Segment Open

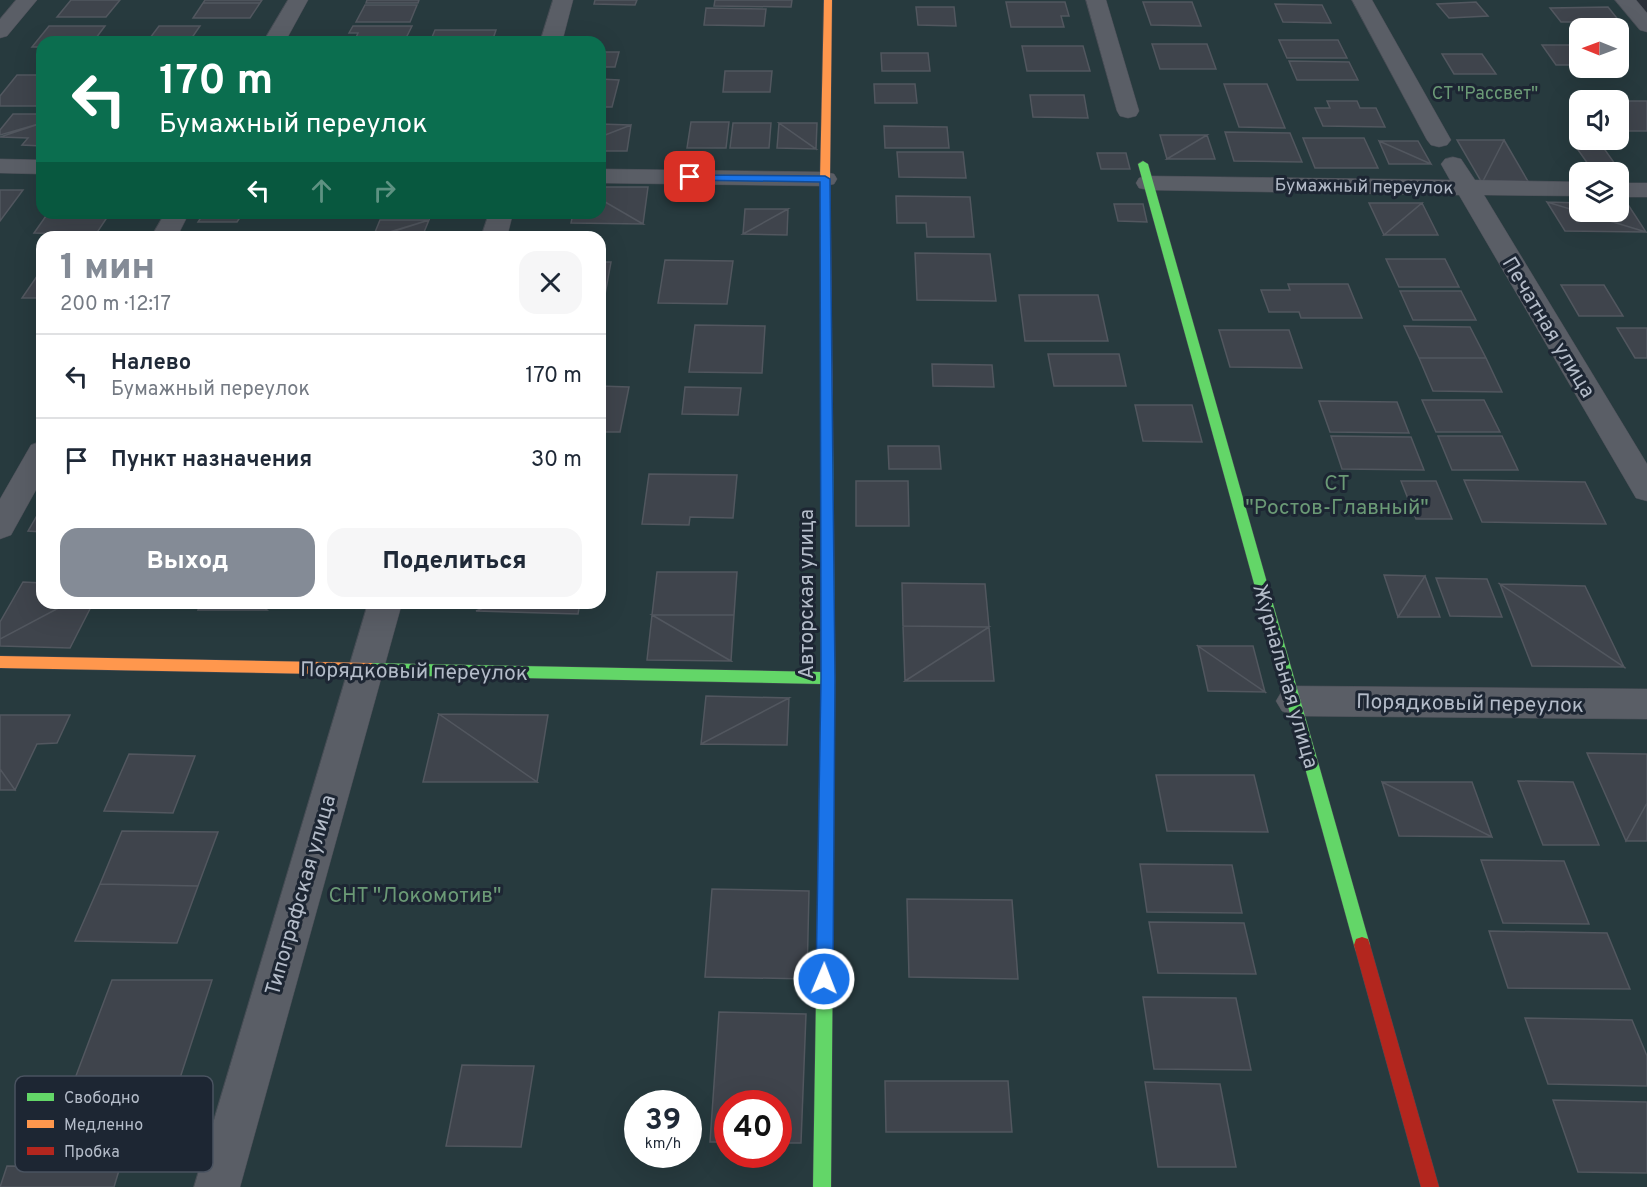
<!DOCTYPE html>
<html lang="ru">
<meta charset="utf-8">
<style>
body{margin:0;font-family:Overpass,sans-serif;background:#f6f6f7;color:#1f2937;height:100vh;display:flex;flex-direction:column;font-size:22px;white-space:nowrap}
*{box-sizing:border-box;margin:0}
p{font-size:20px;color:#747a83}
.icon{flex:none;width:33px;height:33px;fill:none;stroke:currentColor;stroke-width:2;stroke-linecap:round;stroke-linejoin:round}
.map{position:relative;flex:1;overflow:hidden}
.details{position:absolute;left:36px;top:231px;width:570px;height:378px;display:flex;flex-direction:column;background:#fff;border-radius:18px;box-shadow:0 6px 24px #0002}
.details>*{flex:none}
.guide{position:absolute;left:36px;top:36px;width:570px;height:183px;border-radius:18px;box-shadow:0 6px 24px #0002;background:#0b6e4f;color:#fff;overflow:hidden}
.needle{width:39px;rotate:271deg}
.controls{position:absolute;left:1569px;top:18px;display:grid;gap:12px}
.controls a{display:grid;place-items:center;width:60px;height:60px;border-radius:12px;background:#fff;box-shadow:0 6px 24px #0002;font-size:30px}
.speed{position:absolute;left:624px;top:1090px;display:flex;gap:12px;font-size:30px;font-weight:700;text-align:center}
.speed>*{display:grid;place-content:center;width:78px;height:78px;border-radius:50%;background:#fff;box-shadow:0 6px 24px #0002;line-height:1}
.speed small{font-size:15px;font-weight:400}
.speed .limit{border:9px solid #d22;background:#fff;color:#111}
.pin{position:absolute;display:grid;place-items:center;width:51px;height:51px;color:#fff;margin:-26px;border-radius:12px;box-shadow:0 3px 9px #0006}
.me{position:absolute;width:66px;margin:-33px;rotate:1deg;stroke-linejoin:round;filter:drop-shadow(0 0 4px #0008)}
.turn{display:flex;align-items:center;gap:21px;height:126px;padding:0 24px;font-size:27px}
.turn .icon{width:78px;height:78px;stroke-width:2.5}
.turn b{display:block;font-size:42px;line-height:51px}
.lanes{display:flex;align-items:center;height:57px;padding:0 24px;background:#0003;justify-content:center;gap:30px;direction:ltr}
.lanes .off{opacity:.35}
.round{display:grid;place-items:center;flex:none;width:63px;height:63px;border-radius:18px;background:#f6f6f7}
.overview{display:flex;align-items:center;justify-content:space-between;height:102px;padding:0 24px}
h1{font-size:36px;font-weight:800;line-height:45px;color:#848b96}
.cta{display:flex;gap:12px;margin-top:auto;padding:12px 24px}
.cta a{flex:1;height:69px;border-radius:18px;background:#848b96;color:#fff;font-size:24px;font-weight:800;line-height:69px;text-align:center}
.cta a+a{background:#f6f6f7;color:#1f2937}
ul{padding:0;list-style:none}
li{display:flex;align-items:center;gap:18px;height:84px;padding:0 24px;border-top:2px solid #e0e1e3}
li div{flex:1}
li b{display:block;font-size:22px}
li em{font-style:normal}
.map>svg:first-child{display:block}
.green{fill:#273a3e;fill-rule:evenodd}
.building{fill:#3f444c;stroke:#52575f;stroke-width:1.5}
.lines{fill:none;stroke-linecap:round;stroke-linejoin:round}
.street-casing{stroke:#484c55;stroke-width:1}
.fast-casing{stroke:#484c55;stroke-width:1}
.slow-casing{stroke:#484c55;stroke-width:1}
.jam-casing{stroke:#484c55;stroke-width:1}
.street{fill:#5a5e66;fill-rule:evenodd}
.fast{fill:#63d668;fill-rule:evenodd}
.slow{fill:#ff974d;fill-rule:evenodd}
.jam{fill:#b3261e;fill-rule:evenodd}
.route{fill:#1a73e8;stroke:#114b97;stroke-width:1.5}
.labels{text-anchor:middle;stroke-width:6;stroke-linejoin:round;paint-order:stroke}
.far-park-label{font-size:18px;fill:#6b9a76;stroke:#1d2633}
.far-street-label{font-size:18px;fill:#b4bcc9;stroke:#1d2633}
.street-label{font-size:21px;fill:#b4bcc9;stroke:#1d2633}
.park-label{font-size:21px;fill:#6b9a76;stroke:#1d2633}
.key{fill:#1d2633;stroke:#4a5360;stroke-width:1.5}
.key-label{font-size:16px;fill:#b4bcc9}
</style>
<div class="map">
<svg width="1647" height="1187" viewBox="0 0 1647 1187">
<rect width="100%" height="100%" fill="#2a3038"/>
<!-- green -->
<path class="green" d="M0,0h1630l17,20v1167h-1647zM1580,28h38v40h-38zM42,42h558v171h-558zM1580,100h38v40h-38zM1580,172h38v40h-38zM42,237h558v366h-558zM638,1104h50v51h-50zM728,1104h50v51h-50z"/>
<!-- building -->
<path class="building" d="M71,0h49l-14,17h-49z
M205,0h57l-2,3h-57z
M367,0h52l-1,3h-52z
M595,0h42l-2,5 -41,-1z
M715,0h77l-1,7 -77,-1z
M1006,2h59l4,14h-8l3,11h-53z
M1143,2h49l9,24 -50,-1z
M1476,2l12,14 -39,2 -12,-14z
M203,3h57l-10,15h-57z
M1275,4l47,1 9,18 -48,-1z
M365,5h52l-7,17h-54z
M916,7h38l2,19 -38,-1z
M1608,7l12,15h-59l-11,-14z
M706,8l60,1 -2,17 -60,-1z
M49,26h56l-12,16h-51v5h-10z
M159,26h41l-11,16h-42z
M353,26h59l-8,16h-50l4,-9h-9z
M435,30h61l-4,12h-62z
M1279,40h59l9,18h-60z
M1152,44h55l9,25h-56z
M1542,45h38v20h-24z
M1022,46h61l7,25h-63z
M600,52h19l-4,15h-15z
M881,53h47l2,18h-48z
M1442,54h40l14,20h-42z
M1289,61l60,1 9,18h-61z
M725,71h47l-2,21h-47z
M17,75h25v31h-42v-10z
M600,79l19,1 -7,27h-12z
M874,84h41l2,19h-42z
M1224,84h43l18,44 -46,-1z
M1030,95h54l4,23 -55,-1z
M1327,101h30l3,7h16l9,19 -62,-1 -8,-18h15z
M1618,101h29v30h-29z
M13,114h29v9l-42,12v-5z
M691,122h38l-3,26h-39z
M42,123v23l-20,-1 6,-7 -28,-1z
M733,123h38l-2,25h-39z
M779,123h38l-1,26z
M779,123l37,26 -39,-1z
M600,124l31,1 -31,12z
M631,125l-4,26h-27v-14z
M884,126l63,1 2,21h-64z
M1225,132l65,1 12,29 -68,-1z
M1160,135h47l-40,24z
M1207,135l8,24h-48z
M1303,138h61l14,30h-63z
M1457,140h47l-22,43z
M1504,140l25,43h-47z
M1571,140h27l17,24h-27z
M1379,141h39l13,23z
M1379,141l52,23h-42z
M897,152h66l3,26 -67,-1z
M1097,153h29l4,16h-29z
M600,187h48l-5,37 -43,-25z
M0,190h23l-23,31z
M896,196l74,1 4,40h-47l-1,-14h-29z
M600,199l43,25 -72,-1 2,-10h27z
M1547,202l99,30 -81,-1z
M1547,202l33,1v9h38v-9h9l19,29z
M1369,203h53l-38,32z
M1422,203l16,32h-54z
M1114,204h29l4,18 -29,-1z
M745,209h43l-45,25z
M788,209l-1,26 -44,-1z
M48,213h62l-14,21 -62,-1z
M204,213h39l-6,9h-39z
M380,220h49l-56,17z
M429,220l-7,17h-46z
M915,253l75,1 6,47 -79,-1z
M1386,259h59l14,28h-60z
M665,260l68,1 -6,43 -69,-1z
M600,262h11l-7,38h-4z
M42,269v29h-20z
M1288,284h60l14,34h-61l-2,-6h-30l-8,-22h29z
M1561,285h43l19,31h-44z
M1400,291h61l15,29h-63z
M1019,295h79l10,46h-83z
M695,325l70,1 -3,47 -73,-1z
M1404,326l66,1 16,31h-67z
M1617,328h30v30h-12z
M1219,330h70l13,38 -72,-1z
M1048,354h71l7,32h-72z
M1419,358h67l16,34 -69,-1z
M932,364l60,1 2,22 -61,-1z
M600,386l29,1 -9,45h-20z
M685,387l56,1 -3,27 -56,-1z
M1422,400h62l16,32h-64z
M1319,401l78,1 12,31 -79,-1z
M1135,405h57l10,37 -59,-1z
M1331,436l80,1 13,33 -82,-1z
M1438,436h64l16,34h-66z
M888,446h51l2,23h-52z
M649,474l88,1 -4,43 -43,-1 -1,8 -47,-1z
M1464,480l121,2 21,42 -124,-2z
M856,481h52l1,45h-53z
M1401,481h35l16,38h-36z
M42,507v25l-14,-1z
M657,572h80l-3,43h-82z
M1384,575l41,1 -27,41z
M1425,576l15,41h-42z
M1436,578l51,1 15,38 -52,-1z
M23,582l19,1v20h26l-68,36v-17z
M902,583l83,1 4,43 -86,-1z
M1500,584l85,2 39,81z
M1500,584l124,83 -92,-1z
M68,603h25l-23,45 -70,-2v-7z
M201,603h58l8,7h-69z
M495,603h85l-2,11 -102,-3z
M652,615h82l-3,46z
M652,615l79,46 -84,-1z
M903,626l86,1 -84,54z
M989,627l5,54h-89z
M1198,646h55l12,46z
M1198,646l67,46 -57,-1z
M706,696l83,2 -88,46z
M789,698l-2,47 -86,-1z
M439,714l98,68h-114z
M439,714l109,1 -11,67z
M0,715h70l-13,28 -20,1 -22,46 -15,-21z
M1587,753l60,1v49l-21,38z
M129,754l66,2 -22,57 -69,-2z
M0,769l15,21h-15z
M1156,775h98l14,57 -101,-1z
M1518,781l55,1 26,63h-56z
M1382,782l110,55 -93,-1z
M1382,782h90l20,55z
M1647,803v38h-21z
M122,831l96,1 -20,54 -98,-2z
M1481,860l83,1 25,63 -86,-1z
M1140,864l92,1 10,48 -95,-1z
M100,884l98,2 -21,57 -102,-2z
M712,889l97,2 -2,88 -102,-2z
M907,899l105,1 6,79 -109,-2z
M1149,922l95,1 12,51 -98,-1z
M1489,931l118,2 23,56 -122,-1z
M112,980h100l-46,141h-107z
M1143,997l93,1 15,72 -97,-1z
M719,1012l87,2 -5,129h-23v-39h-50v38h-18z
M1525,1018l107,2 15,36v30l-99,-2z
M462,1065l72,1 -13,81 -75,-1z
M885,1081h123l4,51h-126z
M1145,1082l75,2 16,83h-78z
M1553,1100l94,2v71l-69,-1z
M7,1166l113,1 -6,20h-114z"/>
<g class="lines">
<defs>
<path id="street" d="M16,0h21l-30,36 -7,2v-19z
M288,0h20l-23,42h-22z
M553,0h20l-11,42h-22z
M1086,0h20l33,111 -3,5 -8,2 -8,-2 -3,-5z
M1352,0h20l79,140 -4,5 -8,2 -8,-2 -4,-5z
M1615,0h21l11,13v19l-7,-2z
M1453,157l8,2 14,21 105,2v14l-96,-1 163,269v37l-11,-3 -177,-303 -311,-5 -9,-2 -3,-5 3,-5 9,-2 302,4 -9,-16 4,-5z
M0,159l42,1v14l-42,-1z
M600,169l225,3 9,2 3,5 -3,5 -9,2 -225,-3z
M1618,183h29v14h-29z
M165,213h24l-12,24h-26z
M489,213h24l-6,24h-26z
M42,441v38l-31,56 -11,4v-40l31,-54z
M368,603h34l-162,584h-46z
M1294,686l353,3v30l-353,-3 -12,-5 -6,-10 6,-10z"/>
<path id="fast" d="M1143,161l5,3 222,781 -2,6 -6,2 -6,-2 -2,-6 -216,-781z
M827,443l6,4 2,231 -4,509h-18l8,-503 -450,-9 -5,-2 -2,-4 2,-4 5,-2 450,9v-225z"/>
<path id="slow" d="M824,0h8l-2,179 3,268 -6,4 -6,-4 -1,-268z
M0,656l371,7 5,2 2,4 -2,4 -5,2 -371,-7z"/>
<path id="jam" d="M1362,937l6,2 2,6 69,242h-18l-67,-242 2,-6z"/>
</defs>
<!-- street casing -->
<use href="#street" class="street-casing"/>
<!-- fast casing -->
<use href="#fast" class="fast-casing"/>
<!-- slow casing -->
<use href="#slow" class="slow-casing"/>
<!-- jam casing -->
<use href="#jam" class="jam-casing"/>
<!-- street -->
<use href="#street" class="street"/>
<!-- fast -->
<use href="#fast" class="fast"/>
<!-- slow -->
<use href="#slow" class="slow"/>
<!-- jam -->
<use href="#jam" class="jam"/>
</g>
<!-- route -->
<path class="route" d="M686,175l139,1 5,3 5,499 -2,301 -3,5 -6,3 -6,-3 -2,-5 5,-301 -1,-496 -130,-2 -5,-3z"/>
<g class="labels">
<!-- far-park labels -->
<g class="far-park-label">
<text x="1485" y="99">СТ "Рассвет"</text>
</g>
<!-- far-street labels -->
<g class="far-street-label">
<text transform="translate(1364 186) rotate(1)" y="6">Бумажный переулок</text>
</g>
<!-- street labels -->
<g class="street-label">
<text transform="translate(1549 327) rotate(59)" y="7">Печатная улица</text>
<text transform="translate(806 594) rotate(-90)" y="7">Авторская улица</text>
<text transform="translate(414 671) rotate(1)" y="7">Порядковый переулок</text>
<text transform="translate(1286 676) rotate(74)" y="7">Журнальная улица</text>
<text transform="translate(1470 703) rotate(1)" y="7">Порядковый переулок</text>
<text transform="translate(300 895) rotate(-74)" y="7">Типографская улица</text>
</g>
<!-- park labels -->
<g class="park-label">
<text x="1337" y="490">СТ<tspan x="1337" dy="24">"Ростов-Главный"</tspan></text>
<text x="415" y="902">СНТ "Локомотив"</text>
</g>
</g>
<!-- legend -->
<rect x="15" y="1076" width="198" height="96" rx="9" class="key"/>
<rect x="27" y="1093" width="27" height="8" fill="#63d668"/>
<rect x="27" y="1120" width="27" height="8" fill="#ff974d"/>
<rect x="27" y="1147" width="27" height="8" fill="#b3261e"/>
<g class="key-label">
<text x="64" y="1103">Свободно</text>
<text x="64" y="1130">Медленно</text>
<text x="64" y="1157">Пробка</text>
</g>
</svg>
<div class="controls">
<a><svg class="needle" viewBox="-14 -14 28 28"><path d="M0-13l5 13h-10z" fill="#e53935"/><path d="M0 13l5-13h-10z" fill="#747a83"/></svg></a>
<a><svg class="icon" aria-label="sound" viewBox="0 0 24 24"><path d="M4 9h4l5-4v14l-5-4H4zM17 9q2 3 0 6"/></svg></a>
<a><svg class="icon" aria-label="layers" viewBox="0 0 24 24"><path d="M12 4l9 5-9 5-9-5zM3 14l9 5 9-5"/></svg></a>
</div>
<div class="speed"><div>39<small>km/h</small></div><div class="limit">40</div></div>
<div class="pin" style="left:690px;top:177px;background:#d93025"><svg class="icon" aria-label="arrive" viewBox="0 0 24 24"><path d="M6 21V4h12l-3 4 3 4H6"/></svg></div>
<svg class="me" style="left:824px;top:979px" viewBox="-20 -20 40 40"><circle r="17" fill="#1a73e8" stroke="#fff" stroke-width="3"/><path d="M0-11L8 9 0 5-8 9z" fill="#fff"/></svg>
<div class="guide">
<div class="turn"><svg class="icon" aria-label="left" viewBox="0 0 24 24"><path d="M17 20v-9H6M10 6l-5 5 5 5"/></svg><div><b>170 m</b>Бумажный переулок</div></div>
<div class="lanes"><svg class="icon" aria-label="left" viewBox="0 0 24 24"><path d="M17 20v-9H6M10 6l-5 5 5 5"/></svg><svg class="icon off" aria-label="ahead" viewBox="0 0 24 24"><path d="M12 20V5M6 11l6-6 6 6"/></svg><svg class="icon off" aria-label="right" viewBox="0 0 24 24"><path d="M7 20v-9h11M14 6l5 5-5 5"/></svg></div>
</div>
<section class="details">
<div class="overview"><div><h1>1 мин</h1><p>200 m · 12:17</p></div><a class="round"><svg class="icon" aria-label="close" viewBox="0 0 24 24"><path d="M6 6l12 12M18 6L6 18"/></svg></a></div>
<ul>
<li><svg class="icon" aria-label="left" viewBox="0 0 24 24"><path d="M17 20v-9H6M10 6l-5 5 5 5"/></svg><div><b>Налево</b><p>Бумажный переулок</p></div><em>170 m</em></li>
<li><svg class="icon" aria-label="arrive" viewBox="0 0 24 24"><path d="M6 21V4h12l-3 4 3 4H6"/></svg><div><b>Пункт назначения</b></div><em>30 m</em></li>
</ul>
<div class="cta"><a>Выход</a><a>Поделиться</a></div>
</section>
</div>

Segment Closed

#### REQUIRED WORK
Extract, from the listing above, every line where the string "lines" occurs.

#### TASK OUTPUT
.lines{fill:none;stroke-linecap:round;stroke-linejoin:round}
<g class="lines">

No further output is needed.